As was the case for adult ILDs a decade ago, the heterogeneity of the chILD disorders and lack of consensus of what constitutes a chILD disorder is a significant barrier to consolidating results across studies, something needed to make real headway for diagnosis, treatment and understanding disease causes. To overcome this barrier international studies that include active disease surveillance that enables creation of complementary patient registries are required to advance understanding and management of chILD. More research is also needed to understand the cause and pathophysiology of chILD, perhaps identifying diagnostic biological markers that can be used for rapid and definitive diagnoses, and that shed understanding of the disease process.  The Rare Lung Diseases Consortium is a network of clinical and research centers and patient support organizations that accelerate clinical research in rare lung diseases, including chILD, and it is hoped that collaboration with centers worldwide, may facilitate use of standardized diagnostic criteria and develop a network for clinical trials.

Four Facts About chILD

  1. Children’s Interstitial Lung Disease (chILD) is not a single disease. It is a group of several rare disorders that affect infants and children.

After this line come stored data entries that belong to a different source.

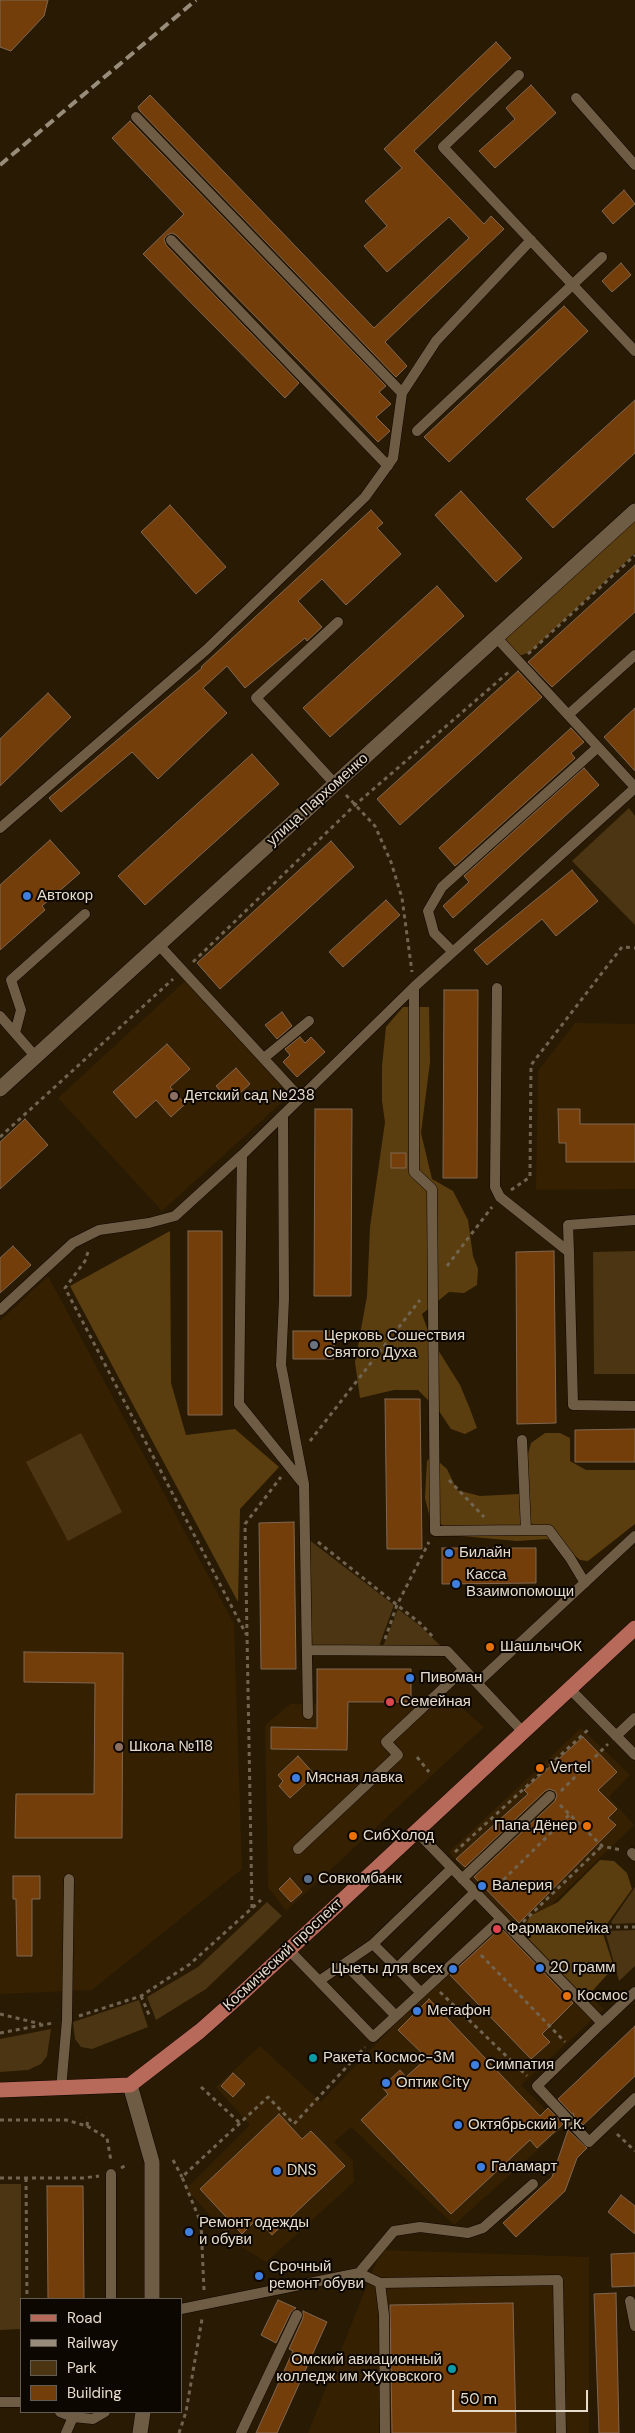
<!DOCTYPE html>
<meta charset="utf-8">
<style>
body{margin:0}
#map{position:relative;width:635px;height:2433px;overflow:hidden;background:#291a03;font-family:"DM Sans",sans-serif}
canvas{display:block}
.legend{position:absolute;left:20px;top:2298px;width:162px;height:115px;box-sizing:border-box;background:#0d0701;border:1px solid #645c53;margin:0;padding:6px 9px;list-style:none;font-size:15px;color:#e6dcce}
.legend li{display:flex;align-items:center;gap:10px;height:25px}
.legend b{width:25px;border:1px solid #645c53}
.scale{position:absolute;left:452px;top:2390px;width:136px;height:22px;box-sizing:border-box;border:2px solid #e6dcce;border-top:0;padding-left:6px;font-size:15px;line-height:18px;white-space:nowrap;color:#e6dcce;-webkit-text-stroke:4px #0d0701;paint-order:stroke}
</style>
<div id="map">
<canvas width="635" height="2433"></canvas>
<ul class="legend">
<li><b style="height:6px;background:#b76a5a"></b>Road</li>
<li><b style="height:6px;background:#988c7a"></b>Railway</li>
<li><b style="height:14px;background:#4b3512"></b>Park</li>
<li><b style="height:14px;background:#733e09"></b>Building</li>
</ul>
<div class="scale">50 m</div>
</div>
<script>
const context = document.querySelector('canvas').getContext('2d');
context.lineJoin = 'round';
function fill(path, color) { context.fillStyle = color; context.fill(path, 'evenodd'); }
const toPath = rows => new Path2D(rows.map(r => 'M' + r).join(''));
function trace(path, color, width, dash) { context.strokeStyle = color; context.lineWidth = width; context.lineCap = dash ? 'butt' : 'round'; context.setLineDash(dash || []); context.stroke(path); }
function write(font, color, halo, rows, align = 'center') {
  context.font = font + ' "DM Sans",sans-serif'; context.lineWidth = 4; context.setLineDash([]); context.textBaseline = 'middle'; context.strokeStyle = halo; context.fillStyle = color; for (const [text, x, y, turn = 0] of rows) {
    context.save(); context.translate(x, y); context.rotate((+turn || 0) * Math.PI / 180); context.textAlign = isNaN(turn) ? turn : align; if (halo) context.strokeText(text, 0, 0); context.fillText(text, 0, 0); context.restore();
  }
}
const built = toPath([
 [185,981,290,1095,162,1211,58,1098],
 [575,1023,635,1024,635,1189,536,1190,538,1071],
 [48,1276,234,1624,242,1869,92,1990,0,1994,0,1321],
 [455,1702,484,1727,286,1911,268,1887,265,1725,290,1704],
 [581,1728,630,1775,609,1797,634,1825,522,1933,604,2009,521,2085,563,2127,454,2225,351,2127,334,2142,353,2161,354,2182,266,2262,235,2243,186,2189,250,2125,216,2087,260,2046,321,2102,394,2025,442,1980,503,1916,449,1852],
 [381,2250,589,2257,589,2433,308,2433]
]);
const green = toPath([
 [629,808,635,816,635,925,572,861],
 [635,1251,635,1374,594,1374,593,1252],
 [81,1433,122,1512,68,1541,26,1462],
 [308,1539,394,1605,378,1649,311,1646],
 [398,1609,419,1625,445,1650,382,1649],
 [635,1887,635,1923,613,1924,611,1922],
 [267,1902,282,1916,206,1989,156,2020,147,1997,198,1967],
 [635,1930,635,1966,619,1981,605,1931],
 [139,2000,148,2027,92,2049,81,2047,75,2039,73,2022],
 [51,2029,47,2056,41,2064,28,2070,0,2072,0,2039],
 [0,2184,21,2184,21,2329,0,2330]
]);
const forest = toPath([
 [635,522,635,553,530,652,519,656,506,640,509,629,629,524],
 [403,1007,429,1007,430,1062,421,1133,432,1179,453,1191,468,1220,473,1256,478,1269,477,1285,464,1293,449,1292,422,1314,430,1337,460,1385,470,1409,477,1428,465,1434,451,1429,439,1411,418,1390,394,1390,360,1398,355,1362,367,1296,370,1227,385,1122,382,1101,382,1066,386,1027],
 [170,1231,171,1383,186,1435,235,1429,279,1467,240,1509,238,1602,70,1286],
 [545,1433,560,1433,570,1438,570,1461,586,1470,635,1470,635,1524,588,1561,580,1560,566,1548,547,1539,517,1541,461,1536,430,1518,425,1498,427,1461,432,1456,447,1469,457,1490,480,1496,519,1494,527,1481,526,1462,531,1443],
 [600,1860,614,1861,627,1873,632,1889,602,1931,614,1967,586,1998,528,1938,524,1929,530,1916,558,1902]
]);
const building = toPath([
 [0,0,48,0,44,16,11,51,0,47,0,0],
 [496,42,511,58,414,151,484,224,491,216,504,229,385,342,407,366,396,377,140,111,138,107,150,95,374,328,469,238,449,217,387,272,364,246,387,226,365,201,402,168,384,149,496,42],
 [531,85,556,113,495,168,479,151,515,119,506,108,531,85],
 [130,121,386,386,379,392,391,404,376,417,390,431,378,442,176,235,172,233,167,235,164,239,166,245,299,383,285,398,143,254,184,214,112,138,130,121],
 [624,190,635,204,613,224,602,211,624,190],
 [621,263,631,275,612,292,602,281,621,263],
 [564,306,588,331,449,462,424,437,564,306],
 [635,400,635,453,553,528,526,499,635,400],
 [461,491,522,558,496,582,435,515,461,491],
 [170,505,226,567,196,594,141,532,170,505],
 [371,510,383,523,377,528,401,554,346,605,322,579,298,601,322,627,307,641,305,638,245,688,227,666,203,688,227,713,158,779,132,752,61,812,49,798,202,668,201,667,371,510],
 [635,565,635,612,552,687,528,662,635,565],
 [437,586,464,616,330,737,303,708,437,586],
 [518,671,542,697,400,825,377,799,518,671],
 [48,693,71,717,0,786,0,739,48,693],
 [635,708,635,771,604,737,635,708],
 [571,728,584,742,571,753,575,758,455,866,439,848,571,728],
 [252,754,279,784,145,905,118,876,252,754],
 [584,768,599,785,453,918,443,906,469,882,464,876,584,768],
 [50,840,80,873,42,906,45,910,0,950,0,885,50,840],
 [331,841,354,867,220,989,197,963,331,841],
 [572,870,598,901,556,936,542,919,487,965,474,950,572,870],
 [386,900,400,915,343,967,329,952,386,900],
 [444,990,478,990,477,1178,443,1178,444,990],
 [282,1012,292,1026,277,1039,265,1025,282,1012],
 [300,1037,305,1043,311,1037,325,1052,297,1077,283,1062,290,1055,285,1049,300,1037],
 [167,1044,190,1069,170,1087,185,1104,171,1117,156,1100,136,1118,113,1092,167,1044],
 [236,1068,250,1084,230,1102,216,1086,236,1068],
 [315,1109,352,1109,351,1296,314,1296,315,1109],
 [558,1109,580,1109,580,1124,635,1124,635,1162,566,1162,566,1143,559,1143,558,1109],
 [25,1119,48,1145,0,1189,0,1142,25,1119],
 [391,1153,406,1153,406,1168,391,1168,391,1153],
 [188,1231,222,1231,222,1415,188,1415,188,1231],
 [13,1246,31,1265,0,1293,0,1258,13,1246],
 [554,1251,556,1423,517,1424,516,1252,554,1251],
 [293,1331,334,1331,334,1359,293,1359,293,1331],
 [385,1399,420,1399,422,1549,387,1549,385,1399],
 [635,1429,635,1462,575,1462,575,1430,635,1429],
 [294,1522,296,1669,261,1669,259,1523,294,1522],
 [442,1548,536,1548,536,1583,442,1584,442,1548],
 [24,1652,123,1653,122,1838,15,1838,16,1794,94,1794,95,1683,24,1682,24,1652],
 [317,1669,411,1669,411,1702,348,1702,347,1750,271,1749,271,1727,317,1728,317,1669],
 [583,1737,617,1772,598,1790,617,1809,608,1818,616,1825,519,1923,474,1877,555,1801,557,1795,555,1791,549,1789,545,1791,465,1867,456,1859,528,1794,524,1790,583,1737],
 [298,1756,315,1775,290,1798,279,1786,283,1781,278,1775,298,1756],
 [13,1876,40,1876,40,1899,32,1899,32,1956,17,1956,16,1899,13,1899,13,1876],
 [290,1878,302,1892,291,1902,279,1889,290,1878],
 [501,1928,573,2003,542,2034,550,2042,531,2059,450,1975,501,1928],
 [429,1999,540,2116,548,2108,563,2124,537,2148,530,2140,451,2214,361,2120,388,2094,382,2087,400,2070,406,2077,427,2058,398,2030,429,1999],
 [635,2026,635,2076,583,2125,573,2115,574,2113,572,2114,558,2099,635,2026],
 [233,2073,245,2084,233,2097,221,2086,233,2073],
 [279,2114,302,2139,311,2131,345,2166,272,2235,257,2219,242,2234,200,2189,279,2114],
 [568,2130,587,2148,577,2158,565,2191,516,2237,503,2223,552,2177,568,2130],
 [47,2186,83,2186,84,2299,48,2299,47,2186],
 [621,2195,635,2206,635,2234,608,2212,621,2195],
 [635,2253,635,2286,612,2287,611,2254,635,2253],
 [616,2293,619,2433,599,2433,594,2294,616,2293],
 [278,2300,296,2308,291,2312,276,2343,261,2335,278,2300],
 [513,2303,516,2433,392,2433,390,2305,513,2303],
 [303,2311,327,2322,277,2433,256,2433,293,2351,289,2349,303,2318,303,2311]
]);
const path = toPath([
 [528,654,635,555],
 [346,795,375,826,391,862,402,898,412,972],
 [193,962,355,805,511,670],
 [0,1137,173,979],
 [511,1190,530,1177,531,1065,622,947,635,948],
 [88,1252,85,1261,65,1288,246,1634],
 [447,1266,492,1207],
 [310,1441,420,1300],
 [449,1480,484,1517],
 [318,1542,421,1624,434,1638],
 [385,1639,397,1605,429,1542],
 [417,1757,429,1772],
 [561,1791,608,1744],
 [560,1805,602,1846,621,1850],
 [455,1852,590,1728],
 [492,1891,570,1814],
 [252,1908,245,1524,281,1477],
 [523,1922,602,1846],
 [528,1927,635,1927],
 [481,1955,565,2042],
 [440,1992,527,2076],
 [141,1996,150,2017],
 [0,2014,41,2024],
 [79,2016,141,1996,190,1964,261,1900],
 [0,2033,53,2023],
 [201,2087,241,2124],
 [0,2120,66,2120,87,2126,107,2138,111,2161],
 [87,2126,88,2118],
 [617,2134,635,2151],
 [173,2160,182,2177],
 [121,2168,128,2164],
 [0,2178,83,2178,99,2176],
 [26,2178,27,2299],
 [204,2290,201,2223,182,2177,268,2097,294,2124,365,2047],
 [179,2433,186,2412,202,2319]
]);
const lane = toPath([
 [519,75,443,147,635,351],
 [576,98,635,165],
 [136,117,402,393],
 [171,240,388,466],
 [417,431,602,257],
 [496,637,635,787],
 [568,715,635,655],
 [335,784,256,698,338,622],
 [0,828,206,650,365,497,393,458,402,393,436,341,531,240],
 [158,944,300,1098],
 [453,952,434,933,428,911,442,887,598,747],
 [414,987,414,1172,432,1189,435,1531,526,1530],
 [497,988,495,1187,500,1197,569,1252,573,1405,635,1406],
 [0,1016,35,1056],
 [15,1033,21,1010,11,980,85,914],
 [264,1058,309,1021],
 [283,1115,284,1299,281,1365,304,1484,308,1714],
 [242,1155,239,1404,302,1482],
 [569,1252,568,1225,635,1220],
 [0,1310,73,1243,99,1230,149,1223,175,1216,242,1155,414,987,635,788],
 [522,1440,526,1530,549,1530,570,1558,585,1583],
 [308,1650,447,1651,523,1732],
 [477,1683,635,1536],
 [570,1689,635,1755],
 [616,1736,635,1718],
 [416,1831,602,2023,635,1992],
 [298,1849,398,1755,386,1742,464,1669],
 [632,1853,635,1856],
 [452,1868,373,1944,397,1968,475,1892],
 [462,1879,550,1796],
 [289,1950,319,1981,373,1944],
 [346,1965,396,2016],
 [319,1981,373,2037,421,1993,397,1968],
 [421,1993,501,1919],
 [602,2023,537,2086,589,2142,635,2098],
 [61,2089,67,2020,69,1879],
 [111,2174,111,2299],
 [359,2273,394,2231,420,2227,468,2233,483,2228,533,2184],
 [380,2283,558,2280,561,2433],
 [630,2301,635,2326],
 [181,2309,359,2273,380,2283,384,2315,385,2433],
 [0,2402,21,2402],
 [60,2412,73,2417,93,2419,105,2412],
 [66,2433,73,2417],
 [241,2433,297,2315]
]);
const secondary = toPath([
 [0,1089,635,511],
 [130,2085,152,2162,152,2299],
 [140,2433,143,2412]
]);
const primary = toPath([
 [0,2090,130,2085,200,2031,235,2000,635,1628]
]);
const rail = toPath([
 [0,165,196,0]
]);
const markers = [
 [27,896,5,"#3f7fe0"],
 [174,1096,5,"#8d6e63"],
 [314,1345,5,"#6b7280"],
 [449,1553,5,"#3f7fe0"],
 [456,1584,5,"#3f7fe0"],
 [490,1647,5,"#e8710a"],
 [410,1678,5,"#3f7fe0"],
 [390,1702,5,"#e0444e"],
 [119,1747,5,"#8d6e63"],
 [540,1768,5,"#e8710a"],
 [296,1778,5,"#3f7fe0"],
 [587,1826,5,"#e8710a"],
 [353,1836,5,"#e8710a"],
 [308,1879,5,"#5c6f8a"],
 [482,1886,5,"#3f7fe0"],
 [497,1929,5,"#e0444e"],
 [540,1968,5,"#3f7fe0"],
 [453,1969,5,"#3f7fe0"],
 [567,1996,5,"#e8710a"],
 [417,2011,5,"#3f7fe0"],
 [313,2058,5,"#0f9aa8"],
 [475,2065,5,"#3f7fe0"],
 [386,2083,5,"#3f7fe0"],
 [458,2125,5,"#3f7fe0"],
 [481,2167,5,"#3f7fe0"],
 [277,2171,5,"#3f7fe0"],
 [189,2232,5,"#3f7fe0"],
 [259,2276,5,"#3f7fe0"],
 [452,2369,5,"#0f9aa8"]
];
const streetNames = [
 ["улица Пархоменко",318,800,-42],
 ["Космический проспект",283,1955,-43]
];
const poiNames = [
 ["Автокор",37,896],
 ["Детский сад №238",184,1096],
 ["Церковь Сошествия",324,1336],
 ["Святого Духа",324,1353],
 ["Билайн",459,1553],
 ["Касса",466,1575],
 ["Взаимопомощи",466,1592],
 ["ШашлычОК",500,1647],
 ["Пивоман",420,1678],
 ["Семейная",400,1702],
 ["Школа №118",129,1747],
 ["Vertel",550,1768],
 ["Мясная лавка",306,1778],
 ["Папа Дёнер",577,1826,"right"],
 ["СибХолод",363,1836],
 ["Совкомбанк",318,1879],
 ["Валерия",492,1886],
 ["Фармакопейка",507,1929],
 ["20 грамм",550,1968],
 ["Цыеты для всех",443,1969,"right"],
 ["Космос",577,1996],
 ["Мегафон",427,2011],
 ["Ракета Космос-3М",323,2058],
 ["Симпатия",485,2065],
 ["Оптик City",396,2083],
 ["Октябрьский Т.К.",468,2125],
 ["Галамарт",491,2167],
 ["DNS",287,2171],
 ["Ремонт одежды",199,2223],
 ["и обуви",199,2240],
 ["Срочный",269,2267],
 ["ремонт обуви",269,2284],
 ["Омский авиационный",442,2360,"right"],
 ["колледж им Жуковского",442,2377,"right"]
];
fill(built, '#352102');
fill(green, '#4b3512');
fill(forest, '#5b3e10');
fill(building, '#733e09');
trace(building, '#806754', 1);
trace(lane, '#110500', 11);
trace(secondary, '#110500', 16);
trace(primary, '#110500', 16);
trace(path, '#716450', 3, [4, 4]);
trace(lane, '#6e5d44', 10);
trace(secondary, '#6e5d44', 15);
trace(primary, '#b76a5a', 15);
trace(rail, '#988c7a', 4, [10, 5]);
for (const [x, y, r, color] of markers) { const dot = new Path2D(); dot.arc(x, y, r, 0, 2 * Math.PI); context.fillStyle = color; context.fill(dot); trace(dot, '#0d0701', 2); }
write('15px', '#e6dcce', '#0d0701', streetNames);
write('15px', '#e6dcce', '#0d0701', poiNames, 'left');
</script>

  2. The severity of chILD varies with the diagnosis. Most patients will require oxygen therapy, but the amount needed and duration of treatment also varies.  Some will outgrow their symptoms while others will unfortunately require lung transplants to survive.

  3. Since these disorders are rare and newly recognized, very little is known about the best treatments or long term prognosis for these children.

  4. The numbers of cases of chILD is not known, but doctors and researchers are working collaboratively worldwide to quantify these syndromes.